Flat panel based digital radiography (DR) systems have recently become useful and important in the field of diagnostic radiology. For DRs with amorphous silicon photosensors, CsI(TI) is normally used as the scintillator, which produces visible light corresponding to the absorbed radiation energy. The visible light photons are converted into electric signal in the amorphous silicon photodiodes which constitute a two dimensional array. In order to produce good quality images, detailed behaviors of DR detectors to radiation must be studied. The relationship between air exposure and the DR outputs has been investigated in many studies. But this relationship was investigated under the condition of the fixed tube voltage. In this study, we investigated the relationship between the DR outputs and X-ray in terms of the absorbed energy in the detector rather than the air exposure using SPEC-l8, an X-ray energy spectrum model. Measured exposure was compared with calculated exposure for obtaining the inherent filtration that is a important input variable of SPEC-l8. The absorbed energy in the detector was calculated using algorithm of calculating the absorbed energy in the material and pixel values of real images under various conditions was obtained. The characteristic curve was obtained using the relationship of two parameter and the results were verified using phantoms made of water and aluminum.
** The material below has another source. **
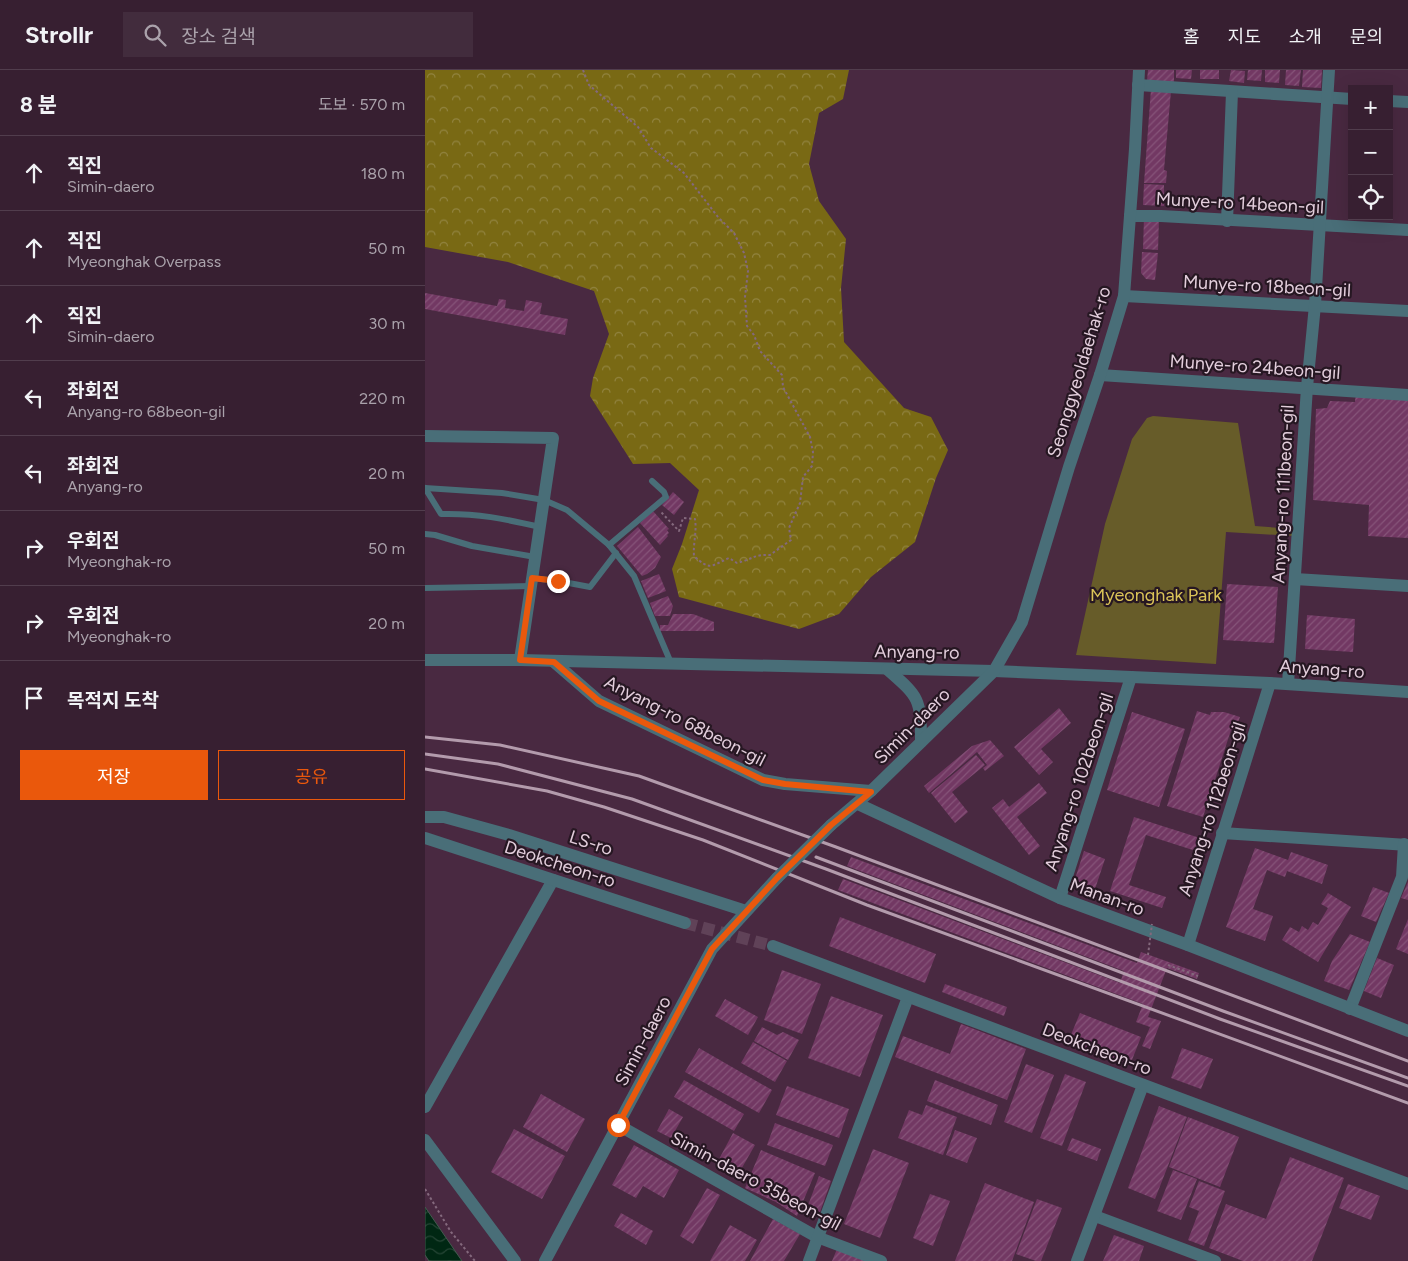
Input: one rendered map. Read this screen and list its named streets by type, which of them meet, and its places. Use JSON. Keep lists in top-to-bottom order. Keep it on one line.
{"streets":{"street":["Munye-ro 14beon-gil","Munye-ro 18beon-gil","Munye-ro 24beon-gil","Seonggyeoldaehak-ro","Anyang-ro 111beon-gil","Anyang-ro","Anyang-ro 68beon-gil","Simin-daero","Anyang-ro 102beon-gil","Anyang-ro 112beon-gil","LS-ro","Deokcheon-ro","Manan-ro","Simin-daero 35beon-gil"]},"crossings":[["Munye-ro 14beon-gil","Seonggyeoldaehak-ro"],["Munye-ro 14beon-gil","Anyang-ro 111beon-gil"],["Munye-ro 18beon-gil","Seonggyeoldaehak-ro"],["Munye-ro 18beon-gil","Anyang-ro 111beon-gil"],["Munye-ro 24beon-gil","Seonggyeoldaehak-ro"],["Munye-ro 24beon-gil","Anyang-ro 111beon-gil"],["Seonggyeoldaehak-ro","Anyang-ro"],["Seonggyeoldaehak-ro","Simin-daero"],["Anyang-ro 111beon-gil","Anyang-ro"],["Anyang-ro","Anyang-ro 68beon-gil"],["Anyang-ro","Simin-daero"],["Anyang-ro","Anyang-ro 102beon-gil"],["Anyang-ro","Anyang-ro 112beon-gil"],["Anyang-ro 68beon-gil","Simin-daero"],["Simin-daero","LS-ro"],["Simin-daero","Manan-ro"],["Simin-daero","Simin-daero 35beon-gil"],["Anyang-ro 102beon-gil","Manan-ro"],["Anyang-ro 112beon-gil","Manan-ro"]],"parks":["Myeonghak Park"],"page":{"header":"Strollr","search":"장소 검색","nav":["홈","지도","소개","문의"],"heading":["8 분","도보 · 570 m"],"map_buttons":["+","−"],"list":[["직진","Simin-daero","180 m"],["직진","Myeonghak Overpass","50 m"],["직진","Simin-daero","30 m"],["좌회전","Anyang-ro 68beon-gil","220 m"],["좌회전","Anyang-ro","20 m"],["우회전","Myeonghak-ro","50 m"],["우회전","Myeonghak-ro","20 m"],"목적지 도착"],"buttons":["저장","공유"]}}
The pixel values of the phantom image were estimated and compared with the characteristic curve under various conditions. It was found that the relationship between the DR outputs and the absorbed energy in the detector was almost linear. In a experiment using the phantoms, the estimated pixel values agreed with the characteristic curve, although the effect of scattered photons introduced some errors. However, effect of a scattered X-ray must be studied because it was not included in the calculation algorithm. The result of this study can provide useful information about a pre-processing of digital radiography.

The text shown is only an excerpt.